Voices: Sam Jones

The 2020 MLS season's top 10 storylines | J. Sam Jones

Columbus Crew SC - MLS Cup 2020 - trophy raise

Articles like this are always hard. In a season like this, they’re especially hard. In an incomprehensible amount of important things happened in MLS this season, how do you condense all that into 10 digestible pieces? And now I have to pick 10 as the most important? All I can say is, I tried my best. Unlike Atlanta United, am I right? (Hello from Atlanta, where I’m totally fine.) 

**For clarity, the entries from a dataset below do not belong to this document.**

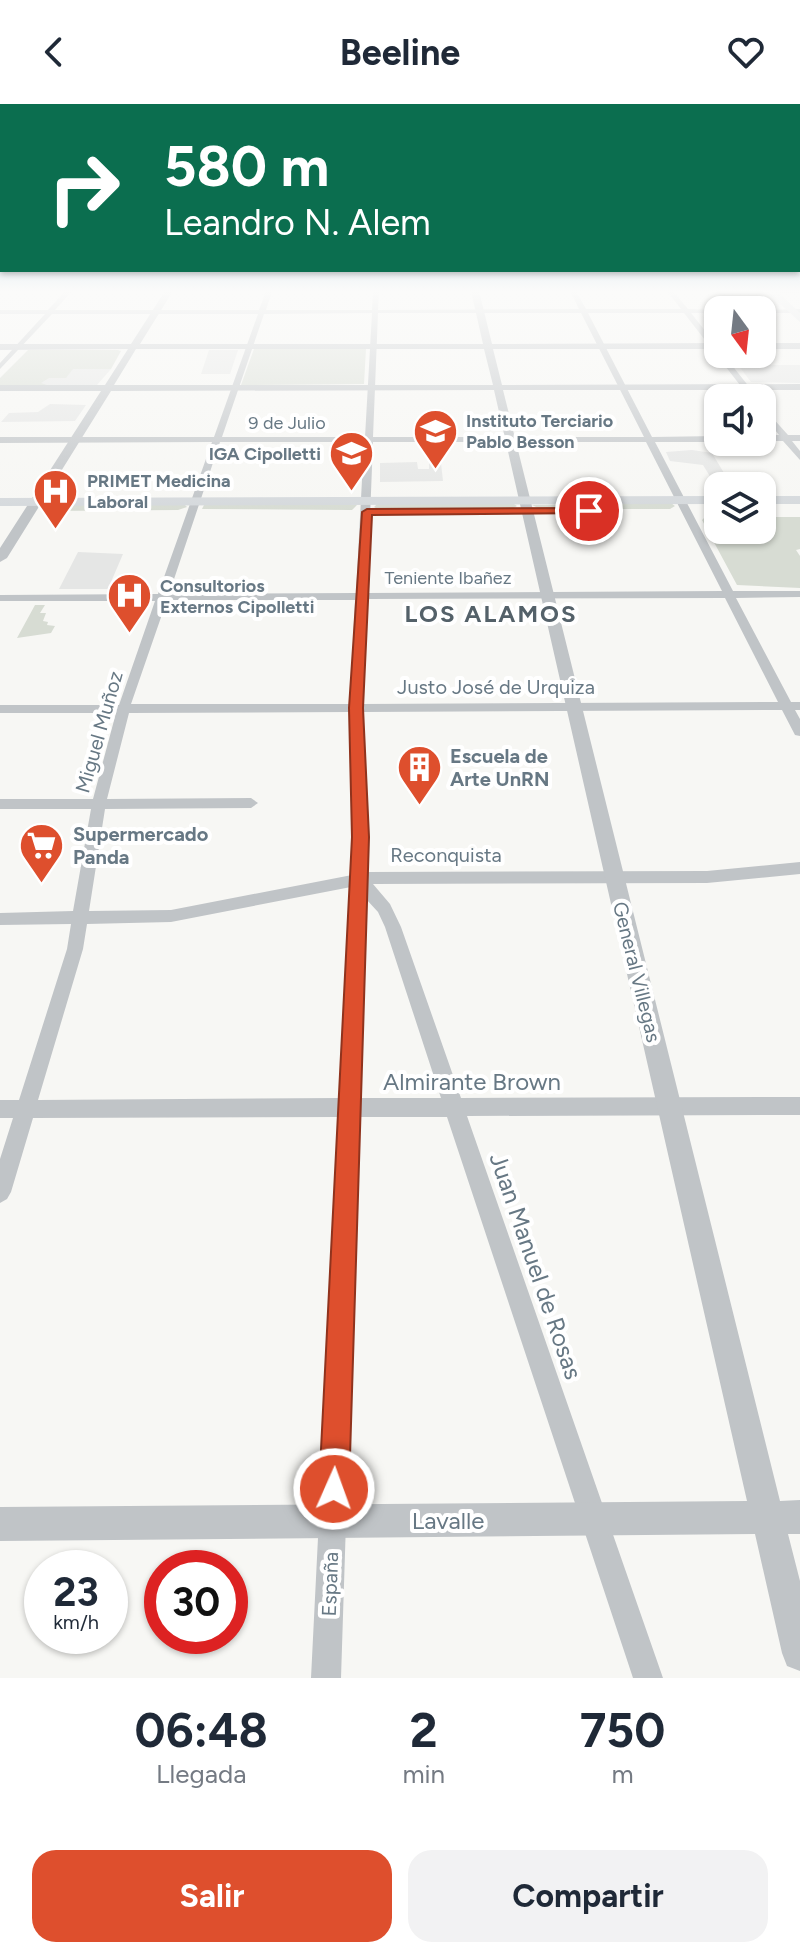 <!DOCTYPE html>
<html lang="es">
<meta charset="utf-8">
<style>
:root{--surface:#fff;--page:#f2f2f3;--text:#1f2937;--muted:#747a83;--accent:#de4f2d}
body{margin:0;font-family:Figtree,sans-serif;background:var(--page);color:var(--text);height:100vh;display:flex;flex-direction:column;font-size:30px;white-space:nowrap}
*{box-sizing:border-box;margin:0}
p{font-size:26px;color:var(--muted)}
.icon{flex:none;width:44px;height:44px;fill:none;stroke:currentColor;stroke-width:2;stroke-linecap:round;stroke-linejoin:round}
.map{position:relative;height:1574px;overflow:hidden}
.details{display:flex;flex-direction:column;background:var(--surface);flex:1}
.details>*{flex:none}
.top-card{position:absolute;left:0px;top:0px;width:800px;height:168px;box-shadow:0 2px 6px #0004;background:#0b6e4f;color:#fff;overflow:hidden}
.needle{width:52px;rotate:165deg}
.tools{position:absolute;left:704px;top:192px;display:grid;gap:16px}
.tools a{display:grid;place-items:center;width:72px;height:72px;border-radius:16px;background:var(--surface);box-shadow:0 2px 6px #0004;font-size:40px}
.speed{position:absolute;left:24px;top:1446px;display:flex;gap:16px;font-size:40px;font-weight:700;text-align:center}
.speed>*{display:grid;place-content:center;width:104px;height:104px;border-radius:50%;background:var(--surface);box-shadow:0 2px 6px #0004;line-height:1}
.speed small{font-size:20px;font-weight:400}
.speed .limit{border:12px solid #d22;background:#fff;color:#111}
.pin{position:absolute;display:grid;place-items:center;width:68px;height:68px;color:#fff;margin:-34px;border:4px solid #fff;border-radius:50%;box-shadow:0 2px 8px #0007}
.me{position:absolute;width:88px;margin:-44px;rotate:2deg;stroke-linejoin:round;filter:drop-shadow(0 0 6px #0008)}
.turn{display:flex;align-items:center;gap:28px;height:168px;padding:0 32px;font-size:36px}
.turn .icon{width:104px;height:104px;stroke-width:2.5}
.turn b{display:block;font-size:56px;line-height:68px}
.eta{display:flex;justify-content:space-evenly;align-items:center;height:136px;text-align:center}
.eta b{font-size:48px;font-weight:700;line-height:56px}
.button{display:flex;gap:16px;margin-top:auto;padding:16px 32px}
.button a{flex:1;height:92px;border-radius:24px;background:var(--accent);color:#fff;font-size:32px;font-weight:700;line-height:92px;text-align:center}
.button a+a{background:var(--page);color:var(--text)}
header{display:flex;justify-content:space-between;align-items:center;height:104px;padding:0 32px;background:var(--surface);font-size:36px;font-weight:700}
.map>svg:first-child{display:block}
</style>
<header><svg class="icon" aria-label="back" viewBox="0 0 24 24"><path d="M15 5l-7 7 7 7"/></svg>Beeline<svg class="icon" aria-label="heart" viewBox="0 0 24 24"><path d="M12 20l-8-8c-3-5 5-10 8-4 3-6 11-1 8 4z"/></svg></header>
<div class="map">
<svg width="800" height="1574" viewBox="0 0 800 1574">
<rect width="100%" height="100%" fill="#f7f7f4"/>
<path fill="#e5e6e5" d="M209,246H238L230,270H201Z
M738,261H800V279L751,278Z
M48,265H111L97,281H35Z
M50,300L86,301L75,317L1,318L9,309L38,308Z
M692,346L712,349L727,374H711L703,361L670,357L666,348Z
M417,358L418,365H429V359H441L443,377L380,378V359Z
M78,448L123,450L108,485H59Z"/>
<path fill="#d7dcd3" d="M254,245H366L364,280L241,281Z
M28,246H118L121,247L111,265H73L66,274H49L41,279L47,281H0V274Z
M671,399L675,402L670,405H540L532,401Z
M377,400H514L517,402L510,406H380L374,403Z
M42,401H185L187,403L178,406L45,407L39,404Z
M357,401L352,406L202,405L204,401Z
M705,413H718V426H762V413H800V445L796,446L800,452V484L737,481L702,416Z
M35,501H45L40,509H46L43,517L48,518L47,521L55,522L51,529L17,534Z"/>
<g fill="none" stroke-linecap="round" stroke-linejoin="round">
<path fill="#c0c4c7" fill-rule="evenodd" d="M65,187H72L55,206H259L266,187H272L266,206H372L373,187H379L378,206L579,205L570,187H576L586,205H681L667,187H673L688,205L720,206L718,209H691L718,243V250H723L758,294H750L684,209H588L652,333L718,332V338H655L733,487H800V493L736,494L791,598H800V606H795L800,615V632L795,631L782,606L363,608L369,733L367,768L707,767L800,758V770L707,779L373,780L390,800L401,823L461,994L800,993V1011L467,1012L663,1574H633L447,1013H359L341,1574H311L339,1013L33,1014L11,1088L7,1095L0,1099V1055L13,1014H0V996H19L67,845L71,820L0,821V809L73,807L91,705H0V695H93L116,609H0V601H119L155,497H0V491L158,490L212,338L0,339V333H214L258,210H52L0,265V259L45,210H0V206H48ZM372,209L365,333H222L264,210ZM378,209H581L644,333H373ZM220,338H364L356,489L169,490ZM373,338H646L722,487L367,489ZM725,494L778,598L362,600L367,495ZM167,496H355L350,600H131ZM350,608L353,733L352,771L171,806L89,807L105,705L251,704L258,699L251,694L107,695L129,609ZM351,783L340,994L38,996L83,845L87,820L171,818ZM366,795L378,808L385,823L441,994H360Z
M768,187H800V189H771Z
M800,205V209H762L760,206Z
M762,302L788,331H800V337H792L800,347V356L783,337H762V331H779L762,309Z"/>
<path fill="#c0c4c7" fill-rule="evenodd" d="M165,187H173L140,240H483L471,187H479L492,240L718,239V245H493L502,281L800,280V286H503L780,1397L800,1396V1430H788L800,1477V1567L787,1562L782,1549L755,1430L0,1437V1403L747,1397L494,286L111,287L7,454L0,458V444L101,287H0V281H105L128,245L0,246V240H131ZM136,245H484L493,281H114Z
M762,239H800V245H762Z"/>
<path fill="#d5d9dc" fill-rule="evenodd" d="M718,392V400L0,402V394Z
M762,392H800V400H762Z"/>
<path fill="#d5d9dc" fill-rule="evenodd" d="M766,187H777L800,209V218Z"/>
</g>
<linearGradient id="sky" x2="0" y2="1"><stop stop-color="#94badb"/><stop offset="0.46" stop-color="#fbfbfa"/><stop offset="1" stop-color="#fbfbfa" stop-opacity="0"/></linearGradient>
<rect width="800" height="408" fill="url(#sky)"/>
<path fill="#de4f2d" stroke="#90331d" stroke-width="2" d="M589,404L593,409L372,411L363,604L369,733L349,1385L344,1395L334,1400L323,1395L319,1385L352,733L349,604L362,408L367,405Z"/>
<defs>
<symbol id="university-pin" viewBox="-11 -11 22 30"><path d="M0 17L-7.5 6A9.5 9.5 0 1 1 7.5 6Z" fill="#de4f2d" stroke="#fff"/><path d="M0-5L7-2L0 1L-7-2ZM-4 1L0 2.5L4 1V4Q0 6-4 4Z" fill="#fff"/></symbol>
<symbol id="hospital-pin" viewBox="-11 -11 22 30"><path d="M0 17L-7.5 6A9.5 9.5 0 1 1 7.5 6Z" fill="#de4f2d" stroke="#fff"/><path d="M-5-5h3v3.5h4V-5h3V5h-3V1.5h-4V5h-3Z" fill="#fff"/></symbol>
<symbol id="building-pin" viewBox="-11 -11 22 30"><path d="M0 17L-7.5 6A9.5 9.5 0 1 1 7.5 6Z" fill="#de4f2d" stroke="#fff"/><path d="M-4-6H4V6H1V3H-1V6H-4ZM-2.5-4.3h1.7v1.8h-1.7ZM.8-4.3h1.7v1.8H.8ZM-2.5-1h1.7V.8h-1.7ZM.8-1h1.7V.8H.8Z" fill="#fff"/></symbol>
<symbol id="supermarket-pin" viewBox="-11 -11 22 30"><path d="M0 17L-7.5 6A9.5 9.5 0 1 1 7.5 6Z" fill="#de4f2d" stroke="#fff"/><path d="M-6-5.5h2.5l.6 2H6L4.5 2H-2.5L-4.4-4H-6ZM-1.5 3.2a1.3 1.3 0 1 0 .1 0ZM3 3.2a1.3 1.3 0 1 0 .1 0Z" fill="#fff"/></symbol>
</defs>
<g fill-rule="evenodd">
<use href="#university-pin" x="410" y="302" width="51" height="69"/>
<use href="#university-pin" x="326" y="324" width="51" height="69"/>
<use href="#hospital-pin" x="30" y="362" width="51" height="69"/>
<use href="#hospital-pin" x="104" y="466" width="51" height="69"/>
<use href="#building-pin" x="394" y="638" width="51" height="69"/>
<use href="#supermarket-pin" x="16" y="716" width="51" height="69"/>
</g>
<g text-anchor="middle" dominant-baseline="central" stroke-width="8" stroke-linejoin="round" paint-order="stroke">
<g font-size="18" font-weight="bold" fill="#677884" stroke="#fff" text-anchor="start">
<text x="466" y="317">Instituto Terciario<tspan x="466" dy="21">Pablo Besson</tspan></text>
<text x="321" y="350" text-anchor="end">IGA Cipolletti</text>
<text x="87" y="377">PRIMET Medicina<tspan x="87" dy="21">Laboral</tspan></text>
<text x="160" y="482">Consultorios<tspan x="160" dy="21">Externos Cipolletti</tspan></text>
</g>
<g font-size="18" fill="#677884" stroke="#fff">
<text x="287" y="319">9 de Julio</text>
<text x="448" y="474">Teniente Ibañez</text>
</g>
<g font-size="20" fill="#677884" stroke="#fff">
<text x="496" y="583">Justo José de Urquiza</text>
<text transform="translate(99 628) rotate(-74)">Miguel Muñoz</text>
<text x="446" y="751">Reconquista</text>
<text transform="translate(637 868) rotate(76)">General Villegas</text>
<text transform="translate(330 1480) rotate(-88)">España</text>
</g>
<g font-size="20" font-weight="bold" fill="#677884" stroke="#fff" text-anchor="start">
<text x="450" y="652">Escuela de<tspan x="450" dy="23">Arte UnRN</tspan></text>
<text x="73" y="730">Supermercado<tspan x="73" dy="23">Panda</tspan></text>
</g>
<g font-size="24" font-weight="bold" letter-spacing="2" fill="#546169" stroke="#fff">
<text x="491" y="509">LOS ALAMOS</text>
</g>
<g font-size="24" fill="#677884" stroke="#fff">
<text x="472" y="977">Almirante Brown</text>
<text transform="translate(536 1162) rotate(71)">Juan Manuel de Rosas</text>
<text x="448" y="1416">Lavalle</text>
</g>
</g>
</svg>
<div class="tools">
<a><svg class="needle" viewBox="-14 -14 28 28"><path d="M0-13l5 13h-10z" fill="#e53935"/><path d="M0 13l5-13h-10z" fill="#747a83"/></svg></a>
<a><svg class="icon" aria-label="sound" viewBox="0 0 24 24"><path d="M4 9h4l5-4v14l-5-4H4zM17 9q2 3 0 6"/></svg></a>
<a><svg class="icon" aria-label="layers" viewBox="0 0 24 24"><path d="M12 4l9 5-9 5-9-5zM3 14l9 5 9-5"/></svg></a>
</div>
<div class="speed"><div>23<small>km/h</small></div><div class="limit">30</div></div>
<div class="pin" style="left:589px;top:407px;background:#d93025"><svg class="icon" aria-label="arrive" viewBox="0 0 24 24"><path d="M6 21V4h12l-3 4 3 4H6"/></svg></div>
<svg class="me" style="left:334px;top:1385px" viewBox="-20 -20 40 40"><circle r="17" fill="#de4f2d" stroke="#fff" stroke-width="3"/><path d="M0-11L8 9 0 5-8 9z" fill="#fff"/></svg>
<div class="top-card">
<div class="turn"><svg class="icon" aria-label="right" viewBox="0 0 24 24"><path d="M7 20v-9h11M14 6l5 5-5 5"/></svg><div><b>580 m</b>Leandro N. Alem</div></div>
</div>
</div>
<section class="details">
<div class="eta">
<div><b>06:48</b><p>Llegada</p></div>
<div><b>2</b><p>min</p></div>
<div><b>750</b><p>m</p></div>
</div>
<div class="button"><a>Salir</a><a>Compartir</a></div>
</section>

Anyway, in pretty much chronological order, here are the stories of the year in MLS. 


A Music City welcome


The season began with 60,000 people showing up for a soccer game in Tennessee. Nashville SC arrived with a raucous crowd, wholly endearing pomp and circumstance moments before, during and after the game, elite-level tailgates surrounding the stadium and plenty of Atlanta fans making the trip up I-75 with red and black car flags flying. The Deep South’s newest rivalry took on a hilariously delightful SEC feel, and Nashville introduced itself to MLS in style. 


We didn’t know it at the time, but the game became the default event of the season in MLS just a couple of weeks later. It might have been anyway. But no one really knew it at the time. And it still ended up being an absolute blast. 


The team itself lost that night, but went on to put in one of the best expansion team performances of all time. Or at least definitely one of the most surprising. The Golden Boys came one game away from the Conference Finals in their first season and have set themselves up to make an easy jump forward in year two. 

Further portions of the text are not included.